The requirement $\nu > 2$ ensures finite variance. Key tail properties:

- $\nu \approx 3$--$5$: very heavy tails; the fourth moment may not exist.
  A $4\sigma$ return is orders of magnitude more probable than under a Gaussian.
- $\nu \approx 15$--$30$: tails are heavier than Gaussian but fourth moments exist.
- $\nu \geq 60$: practically indistinguishable from $\mathcal{N}(\mu, \sigma^2)$
  in the body of the distribution.

The Gaussian NBC corresponds to the limit $\nu \to \infty$. **kronxNBC** recovers
near-Gaussian behaviour when the data support it (high $\nu$ selected) while
automatically using heavier tails where needed (low $\nu$ selected for Stress).
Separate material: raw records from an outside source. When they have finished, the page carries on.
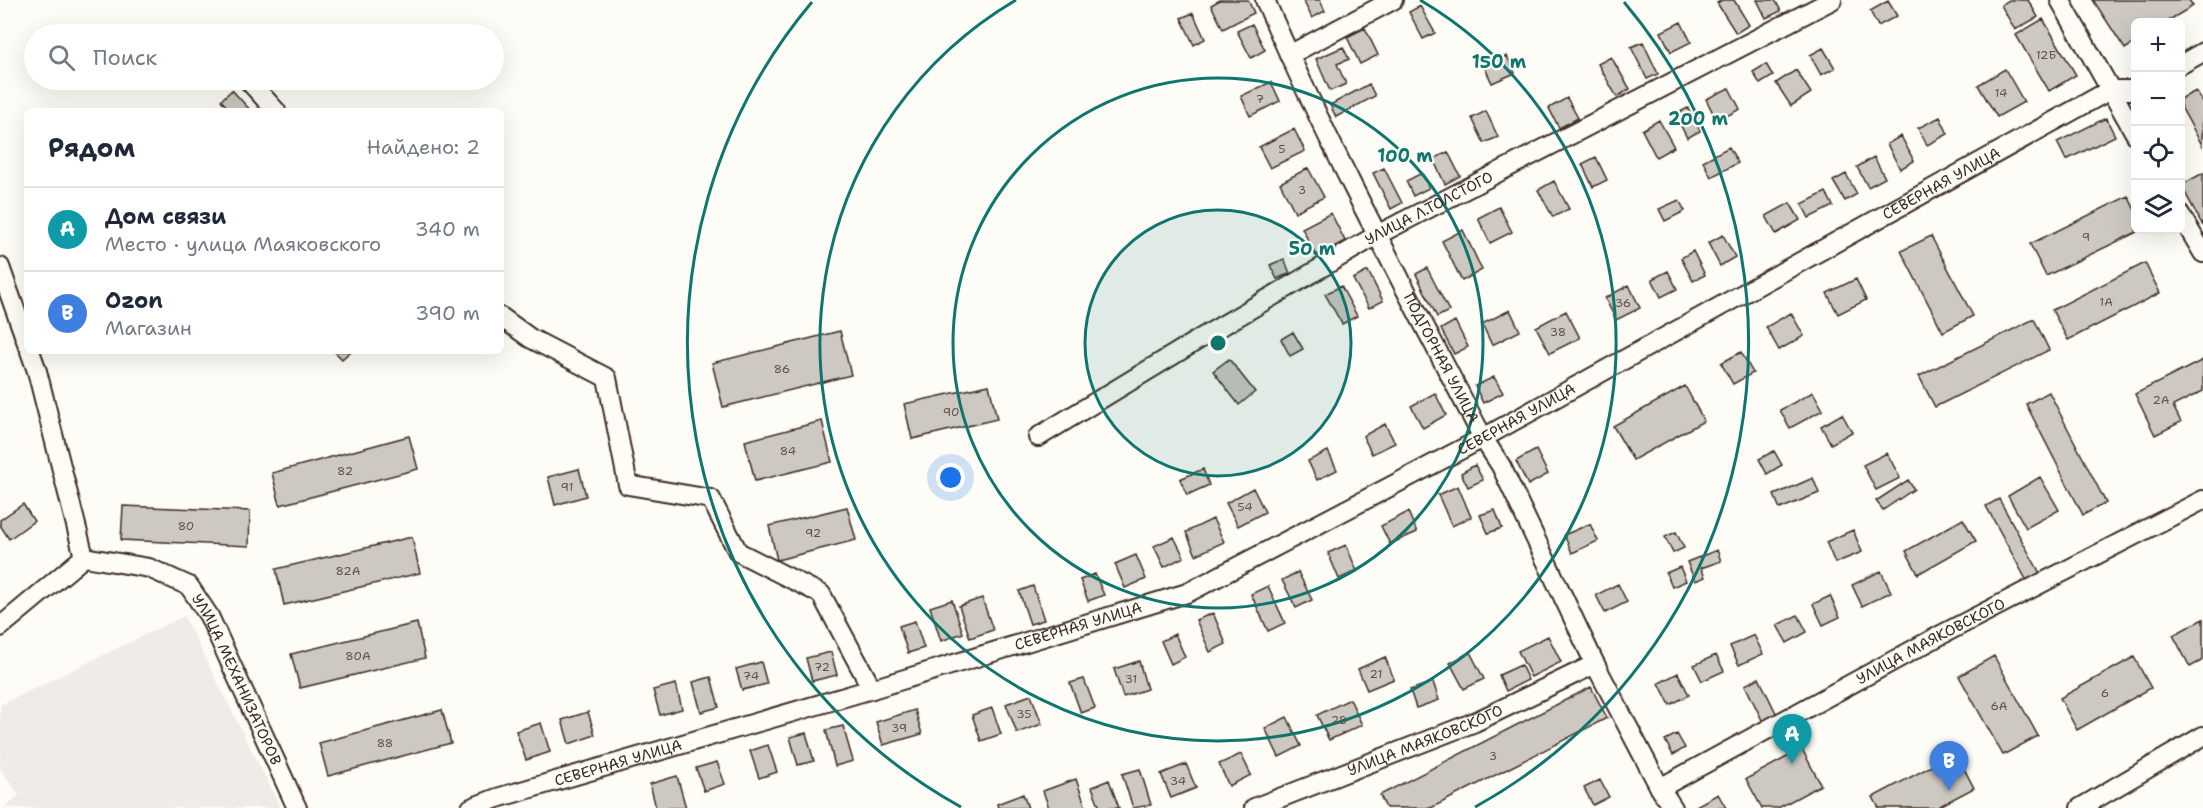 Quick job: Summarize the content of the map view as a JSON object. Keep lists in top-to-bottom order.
{
  "streets": {
    "street": [
      "СЕВЕРНАЯ УЛИЦА",
      "УЛИЦА Л.ТОЛСТОГО",
      "ПОДГОРНАЯ УЛИЦА",
      "УЛИЦА МАЯКОВСКОГО",
      "УЛИЦА МЕХАНИЗАТОРОВ"
    ]
  },
  "crossings": [
    ["СЕВЕРНАЯ УЛИЦА", "ПОДГОРНАЯ УЛИЦА"],
    ["УЛИЦА Л.ТОЛСТОГО", "ПОДГОРНАЯ УЛИЦА"],
    ["ПОДГОРНАЯ УЛИЦА", "УЛИЦА МАЯКОВСКОГО"]
  ],
  "house_numbers": [
    "12Б",
    "14",
    "7",
    "5",
    "3",
    "9",
    "1А",
    "36",
    "38",
    "86",
    "2А",
    "90",
    "84",
    "82",
    "91",
    "54",
    "80",
    "92",
    "82А",
    "80А",
    "72",
    "21",
    "74",
    "31",
    "6",
    "6А",
    "35",
    "28",
    "39",
    "88",
    "3",
    "34"
  ],
  "page": {
    "map_buttons": ["+", "−"],
    "search": "Поиск",
    "heading": ["Рядом", "Найдено: 2"],
    "list": [
      {
        "mark": "A",
        "name": "Дом связи",
        "note": "Место · улица Маяковского",
        "value": "340 m"
      },
      {
        "mark": "B",
        "name": "Ozon",
        "note": "Магазин",
        "value": "390 m"
      }
    ],
    "pins": ["A", "B"]
  },
  "rings": [
    "150 m",
    "200 m",
    "100 m",
    "50 m"
  ]
}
## Profile Maximum Likelihood for $\nu$

Given observations $\{x_1, \ldots, x_n\}$ from one (class, feature) cell, the
joint log-likelihood is

$$
\ell(\mu, \sigma, \nu) \;=\;
\sum_{i=1}^{n} \left[
  \log t_\nu\!\left(\frac{x_i - \mu}{\sigma}\right) - \log \sigma
\right].
$$

Continuous optimisation over $\nu$ is numerically fragile because the
log-likelihood surface is nearly flat for $\nu > 30$ and can have shallow local
maxima for very small samples. **kronxNBC** instead evaluates a discrete candidate
grid $\mathcal{G} = \{3, 4, \ldots, 30, 40, 60, 100\}$ and, for each
$\nu \in \mathcal{G}$, computes the profile estimators $(\hat\mu(\nu), \hat\sigma(\nu))$
via one step of Iteratively Reweighted Least Squares (IRLS):

$$
u_i(\nu) \;=\; \frac{\nu + 1}{\nu + \hat{z}_i^2},
\qquad \hat{z}_i = \frac{x_i - \bar{x}}{\hat{s}},
$$

$$
\hat\mu(\nu) \;=\; \frac{\sum_i u_i(\nu)\, x_i}{\sum_i u_i(\nu)},
\qquad
\hat\sigma(\nu) \;=\; \sqrt{\frac{1}{n}\sum_i (x_i - \hat\mu(\nu))^2} + \varepsilon,
$$

where $\varepsilon = 10^{-8}$ is a floor that prevents zero-scale degeneracy on
constant features. The IRLS weights $u_i(\nu)$ down-weight large residuals,
making the estimators robust to the outliers that define a Stress regime.

The selected degrees of freedom are

$$
\hat\nu \;=\; \arg\max_{\nu \in \mathcal{G}}\;
\ell\!\left(\hat\mu(\nu), \hat\sigma(\nu), \nu\right),
$$

and the stored parameters for this (class, feature) cell are
$(\hat\mu(\hat\nu), \hat\sigma(\hat\nu), \hat\nu)$.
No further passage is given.